DATA IN THIS EXERCISE:

----------------------------------------

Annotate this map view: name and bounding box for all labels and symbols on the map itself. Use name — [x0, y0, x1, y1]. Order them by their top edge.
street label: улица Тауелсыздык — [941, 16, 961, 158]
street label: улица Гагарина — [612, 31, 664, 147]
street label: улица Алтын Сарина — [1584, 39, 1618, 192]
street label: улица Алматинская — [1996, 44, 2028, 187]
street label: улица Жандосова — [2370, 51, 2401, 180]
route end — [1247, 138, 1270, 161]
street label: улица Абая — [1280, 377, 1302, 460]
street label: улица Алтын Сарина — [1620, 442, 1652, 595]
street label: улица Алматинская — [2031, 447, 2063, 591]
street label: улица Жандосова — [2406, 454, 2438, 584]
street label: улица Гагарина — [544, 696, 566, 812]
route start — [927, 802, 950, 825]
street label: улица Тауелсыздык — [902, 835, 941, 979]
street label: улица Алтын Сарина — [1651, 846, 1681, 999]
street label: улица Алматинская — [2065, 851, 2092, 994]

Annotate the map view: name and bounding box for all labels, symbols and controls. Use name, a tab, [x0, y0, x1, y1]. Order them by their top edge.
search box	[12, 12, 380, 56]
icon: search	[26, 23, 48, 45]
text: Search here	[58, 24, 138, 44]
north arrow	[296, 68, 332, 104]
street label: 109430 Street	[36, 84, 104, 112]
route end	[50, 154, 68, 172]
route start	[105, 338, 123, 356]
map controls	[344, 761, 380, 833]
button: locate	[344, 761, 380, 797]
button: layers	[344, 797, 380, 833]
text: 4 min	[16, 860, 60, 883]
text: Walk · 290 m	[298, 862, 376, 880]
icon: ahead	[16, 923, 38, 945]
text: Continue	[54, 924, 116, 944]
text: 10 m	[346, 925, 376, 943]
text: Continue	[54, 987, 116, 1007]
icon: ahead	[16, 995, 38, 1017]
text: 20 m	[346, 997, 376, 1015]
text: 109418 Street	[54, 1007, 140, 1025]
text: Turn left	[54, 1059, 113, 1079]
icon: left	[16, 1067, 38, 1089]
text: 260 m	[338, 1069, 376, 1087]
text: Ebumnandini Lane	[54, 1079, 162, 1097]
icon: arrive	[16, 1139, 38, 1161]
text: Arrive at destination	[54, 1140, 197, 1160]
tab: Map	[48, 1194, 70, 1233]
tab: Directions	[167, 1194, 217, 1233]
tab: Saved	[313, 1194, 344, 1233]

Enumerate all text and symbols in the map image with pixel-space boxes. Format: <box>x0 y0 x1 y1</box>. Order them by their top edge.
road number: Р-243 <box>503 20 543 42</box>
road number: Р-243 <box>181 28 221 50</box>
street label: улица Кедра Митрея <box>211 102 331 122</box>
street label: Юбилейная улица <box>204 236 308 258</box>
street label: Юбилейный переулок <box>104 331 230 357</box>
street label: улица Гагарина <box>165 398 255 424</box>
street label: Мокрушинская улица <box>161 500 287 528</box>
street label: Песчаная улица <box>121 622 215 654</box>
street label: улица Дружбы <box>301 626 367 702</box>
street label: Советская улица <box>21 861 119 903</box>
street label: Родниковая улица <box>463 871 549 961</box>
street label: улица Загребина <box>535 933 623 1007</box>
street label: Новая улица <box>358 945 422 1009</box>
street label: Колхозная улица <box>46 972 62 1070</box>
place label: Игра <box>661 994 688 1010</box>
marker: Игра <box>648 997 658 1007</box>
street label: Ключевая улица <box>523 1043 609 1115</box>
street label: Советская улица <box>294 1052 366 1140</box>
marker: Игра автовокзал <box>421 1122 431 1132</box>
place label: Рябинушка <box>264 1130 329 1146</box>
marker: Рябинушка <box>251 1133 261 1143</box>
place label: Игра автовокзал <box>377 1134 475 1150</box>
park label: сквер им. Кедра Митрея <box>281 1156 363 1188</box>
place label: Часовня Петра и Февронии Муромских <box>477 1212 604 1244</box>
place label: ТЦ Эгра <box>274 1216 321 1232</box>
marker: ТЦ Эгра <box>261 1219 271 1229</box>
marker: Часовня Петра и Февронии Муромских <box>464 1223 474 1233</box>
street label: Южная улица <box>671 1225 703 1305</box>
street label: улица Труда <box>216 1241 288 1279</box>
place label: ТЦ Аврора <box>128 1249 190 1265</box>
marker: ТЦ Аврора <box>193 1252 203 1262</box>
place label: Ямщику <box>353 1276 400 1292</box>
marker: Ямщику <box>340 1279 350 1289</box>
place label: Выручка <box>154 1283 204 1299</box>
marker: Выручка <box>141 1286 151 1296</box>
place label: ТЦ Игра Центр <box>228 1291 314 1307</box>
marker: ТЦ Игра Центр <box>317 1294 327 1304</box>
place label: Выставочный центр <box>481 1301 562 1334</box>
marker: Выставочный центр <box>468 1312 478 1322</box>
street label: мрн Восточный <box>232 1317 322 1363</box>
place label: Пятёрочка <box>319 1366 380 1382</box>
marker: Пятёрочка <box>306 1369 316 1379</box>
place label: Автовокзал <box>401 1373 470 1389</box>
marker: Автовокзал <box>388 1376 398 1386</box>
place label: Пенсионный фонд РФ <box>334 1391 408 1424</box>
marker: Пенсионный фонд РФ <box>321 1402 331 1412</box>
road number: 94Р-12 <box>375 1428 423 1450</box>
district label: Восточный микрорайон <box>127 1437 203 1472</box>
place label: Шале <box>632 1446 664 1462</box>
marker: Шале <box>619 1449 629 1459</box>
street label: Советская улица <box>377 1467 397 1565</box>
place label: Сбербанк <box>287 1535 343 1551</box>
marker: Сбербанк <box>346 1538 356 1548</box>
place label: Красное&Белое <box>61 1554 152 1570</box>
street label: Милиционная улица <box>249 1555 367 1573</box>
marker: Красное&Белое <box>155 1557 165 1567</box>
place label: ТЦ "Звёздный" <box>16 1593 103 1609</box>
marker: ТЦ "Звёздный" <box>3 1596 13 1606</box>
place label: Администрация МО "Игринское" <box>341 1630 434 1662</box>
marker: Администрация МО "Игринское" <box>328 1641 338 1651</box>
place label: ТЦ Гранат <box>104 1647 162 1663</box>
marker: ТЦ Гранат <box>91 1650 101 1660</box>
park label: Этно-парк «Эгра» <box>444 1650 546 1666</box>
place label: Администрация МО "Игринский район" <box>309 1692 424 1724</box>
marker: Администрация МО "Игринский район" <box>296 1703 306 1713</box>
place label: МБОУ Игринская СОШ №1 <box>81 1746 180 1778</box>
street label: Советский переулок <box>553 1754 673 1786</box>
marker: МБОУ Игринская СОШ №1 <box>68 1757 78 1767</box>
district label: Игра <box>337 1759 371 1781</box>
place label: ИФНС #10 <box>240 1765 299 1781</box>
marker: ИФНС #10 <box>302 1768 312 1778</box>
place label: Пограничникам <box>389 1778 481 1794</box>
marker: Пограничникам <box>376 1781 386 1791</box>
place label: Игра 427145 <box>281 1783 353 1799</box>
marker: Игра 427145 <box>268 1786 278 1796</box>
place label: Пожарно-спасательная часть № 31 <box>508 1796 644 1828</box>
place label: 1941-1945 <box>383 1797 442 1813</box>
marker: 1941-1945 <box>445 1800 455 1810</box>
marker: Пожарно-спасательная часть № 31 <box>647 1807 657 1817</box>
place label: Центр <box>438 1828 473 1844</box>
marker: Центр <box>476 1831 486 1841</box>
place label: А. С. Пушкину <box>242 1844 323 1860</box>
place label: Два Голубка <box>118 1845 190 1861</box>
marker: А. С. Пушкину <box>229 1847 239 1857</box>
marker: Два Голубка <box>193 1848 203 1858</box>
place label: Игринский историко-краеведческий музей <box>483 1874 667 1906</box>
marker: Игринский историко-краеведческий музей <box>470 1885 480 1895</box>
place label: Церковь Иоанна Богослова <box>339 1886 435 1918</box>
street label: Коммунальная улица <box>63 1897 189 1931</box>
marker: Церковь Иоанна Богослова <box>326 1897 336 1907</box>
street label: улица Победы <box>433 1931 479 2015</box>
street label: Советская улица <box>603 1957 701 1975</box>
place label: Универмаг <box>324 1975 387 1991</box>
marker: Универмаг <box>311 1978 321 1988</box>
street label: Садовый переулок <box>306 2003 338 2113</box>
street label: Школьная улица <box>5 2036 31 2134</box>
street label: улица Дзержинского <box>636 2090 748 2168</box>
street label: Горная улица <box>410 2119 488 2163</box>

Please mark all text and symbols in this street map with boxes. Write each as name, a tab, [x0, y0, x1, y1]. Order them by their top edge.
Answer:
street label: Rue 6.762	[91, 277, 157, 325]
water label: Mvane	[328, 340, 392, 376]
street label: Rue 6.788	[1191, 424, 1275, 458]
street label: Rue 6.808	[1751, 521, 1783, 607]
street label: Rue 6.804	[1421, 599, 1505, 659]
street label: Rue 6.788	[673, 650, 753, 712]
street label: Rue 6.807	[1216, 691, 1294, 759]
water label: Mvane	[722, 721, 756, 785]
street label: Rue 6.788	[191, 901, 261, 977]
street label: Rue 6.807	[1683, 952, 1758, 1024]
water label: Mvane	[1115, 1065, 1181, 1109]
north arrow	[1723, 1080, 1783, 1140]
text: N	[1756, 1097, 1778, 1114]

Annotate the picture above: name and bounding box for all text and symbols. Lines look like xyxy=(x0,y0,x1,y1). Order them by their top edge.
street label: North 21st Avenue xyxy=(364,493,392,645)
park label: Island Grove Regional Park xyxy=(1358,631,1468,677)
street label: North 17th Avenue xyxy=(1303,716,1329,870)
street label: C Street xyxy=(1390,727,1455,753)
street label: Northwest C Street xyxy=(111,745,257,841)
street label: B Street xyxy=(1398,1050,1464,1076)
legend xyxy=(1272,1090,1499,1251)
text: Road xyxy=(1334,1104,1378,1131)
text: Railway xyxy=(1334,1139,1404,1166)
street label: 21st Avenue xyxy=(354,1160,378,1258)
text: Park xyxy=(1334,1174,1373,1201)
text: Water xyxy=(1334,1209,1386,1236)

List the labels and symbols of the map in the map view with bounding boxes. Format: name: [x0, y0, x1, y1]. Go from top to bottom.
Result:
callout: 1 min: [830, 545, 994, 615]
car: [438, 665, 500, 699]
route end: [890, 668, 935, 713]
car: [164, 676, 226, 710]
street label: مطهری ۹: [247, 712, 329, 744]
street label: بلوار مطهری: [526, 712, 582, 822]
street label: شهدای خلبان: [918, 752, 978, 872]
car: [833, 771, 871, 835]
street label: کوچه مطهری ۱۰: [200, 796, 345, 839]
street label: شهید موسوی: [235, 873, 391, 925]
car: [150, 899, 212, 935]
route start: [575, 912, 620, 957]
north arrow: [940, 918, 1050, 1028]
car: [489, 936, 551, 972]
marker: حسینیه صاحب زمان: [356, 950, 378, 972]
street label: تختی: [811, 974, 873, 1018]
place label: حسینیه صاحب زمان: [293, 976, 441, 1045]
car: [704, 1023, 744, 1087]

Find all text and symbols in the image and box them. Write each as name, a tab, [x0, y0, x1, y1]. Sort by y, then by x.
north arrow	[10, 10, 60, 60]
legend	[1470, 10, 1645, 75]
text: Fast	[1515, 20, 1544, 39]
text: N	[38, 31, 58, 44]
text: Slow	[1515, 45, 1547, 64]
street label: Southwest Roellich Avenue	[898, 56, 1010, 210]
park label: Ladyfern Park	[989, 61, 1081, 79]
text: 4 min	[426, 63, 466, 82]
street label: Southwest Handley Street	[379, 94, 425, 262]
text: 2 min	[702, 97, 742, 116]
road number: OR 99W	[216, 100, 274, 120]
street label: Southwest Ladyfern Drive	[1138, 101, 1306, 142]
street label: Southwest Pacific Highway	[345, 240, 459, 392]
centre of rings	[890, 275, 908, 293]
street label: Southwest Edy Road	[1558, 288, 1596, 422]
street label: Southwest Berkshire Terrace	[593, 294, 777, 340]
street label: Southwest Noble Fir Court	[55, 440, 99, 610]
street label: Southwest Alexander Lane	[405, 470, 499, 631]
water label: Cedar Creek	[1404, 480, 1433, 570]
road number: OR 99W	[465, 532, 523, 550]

----------------------------------------

AIM OF THE EXERCISE:
Everything from the line that contains "Find all text" to the last line of the records, restated word for word, is the required output.

RESPONSE BELOW:
Find all text and symbols in the image and box them. Write each as name, a tab, [x0, y0, x1, y1]. Sort by y, then by x.
north arrow	[10, 10, 60, 60]
legend	[1470, 10, 1645, 75]
text: Fast	[1515, 20, 1544, 39]
text: N	[38, 31, 58, 44]
text: Slow	[1515, 45, 1547, 64]
street label: Southwest Roellich Avenue	[898, 56, 1010, 210]
park label: Ladyfern Park	[989, 61, 1081, 79]
text: 4 min	[426, 63, 466, 82]
street label: Southwest Handley Street	[379, 94, 425, 262]
text: 2 min	[702, 97, 742, 116]
road number: OR 99W	[216, 100, 274, 120]
street label: Southwest Ladyfern Drive	[1138, 101, 1306, 142]
street label: Southwest Pacific Highway	[345, 240, 459, 392]
centre of rings	[890, 275, 908, 293]
street label: Southwest Edy Road	[1558, 288, 1596, 422]
street label: Southwest Berkshire Terrace	[593, 294, 777, 340]
street label: Southwest Noble Fir Court	[55, 440, 99, 610]
street label: Southwest Alexander Lane	[405, 470, 499, 631]
water label: Cedar Creek	[1404, 480, 1433, 570]
road number: OR 99W	[465, 532, 523, 550]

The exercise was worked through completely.